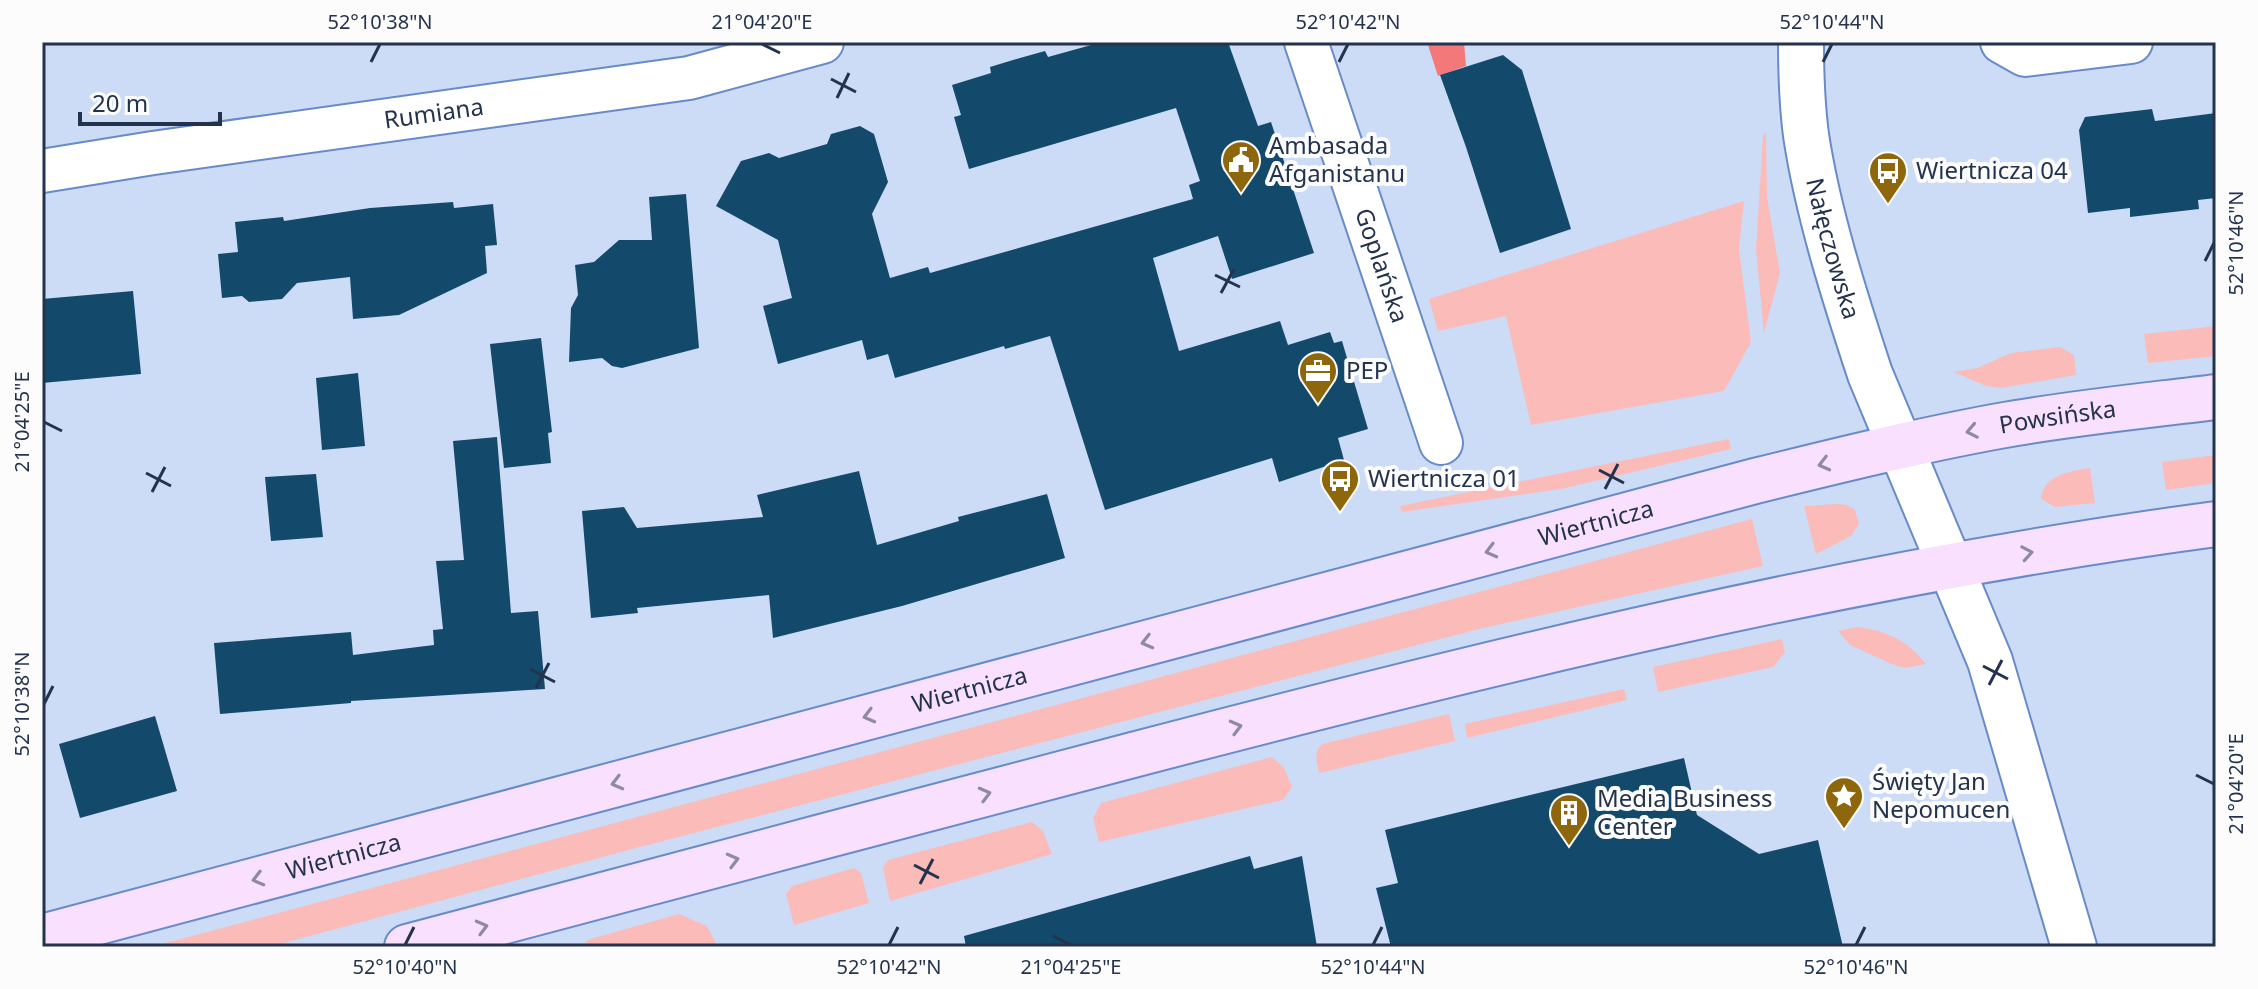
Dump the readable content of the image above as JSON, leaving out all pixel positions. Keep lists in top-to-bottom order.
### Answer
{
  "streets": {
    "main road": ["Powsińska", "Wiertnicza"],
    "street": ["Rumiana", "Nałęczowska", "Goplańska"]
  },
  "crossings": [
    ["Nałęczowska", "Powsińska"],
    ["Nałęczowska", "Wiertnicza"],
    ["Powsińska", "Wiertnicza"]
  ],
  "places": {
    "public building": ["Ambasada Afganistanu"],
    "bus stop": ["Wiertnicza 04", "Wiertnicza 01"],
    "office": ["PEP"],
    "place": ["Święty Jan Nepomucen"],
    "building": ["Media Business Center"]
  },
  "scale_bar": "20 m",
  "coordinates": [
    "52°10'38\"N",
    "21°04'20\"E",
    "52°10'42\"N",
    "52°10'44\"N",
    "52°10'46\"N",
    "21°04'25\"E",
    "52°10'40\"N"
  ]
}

★ ★ ★ ★

» **What you need to do**
Please write out every entry exactly, but skip the pictures.

» **Solution for this problem**
Dump the readable content of the image above as JSON, leaving out all pixel positions. Keep lists in top-to-bottom order.
### Answer
{
  "streets": {
    "main road": ["Powsińska", "Wiertnicza"],
    "street": ["Rumiana", "Nałęczowska", "Goplańska"]
  },
  "crossings": [
    ["Nałęczowska", "Powsińska"],
    ["Nałęczowska", "Wiertnicza"],
    ["Powsińska", "Wiertnicza"]
  ],
  "places": {
    "public building": ["Ambasada Afganistanu"],
    "bus stop": ["Wiertnicza 04", "Wiertnicza 01"],
    "office": ["PEP"],
    "place": ["Święty Jan Nepomucen"],
    "building": ["Media Business Center"]
  },
  "scale_bar": "20 m",
  "coordinates": [
    "52°10'38\"N",
    "21°04'20\"E",
    "52°10'42\"N",
    "52°10'44\"N",
    "52°10'46\"N",
    "21°04'25\"E",
    "52°10'40\"N"
  ]
}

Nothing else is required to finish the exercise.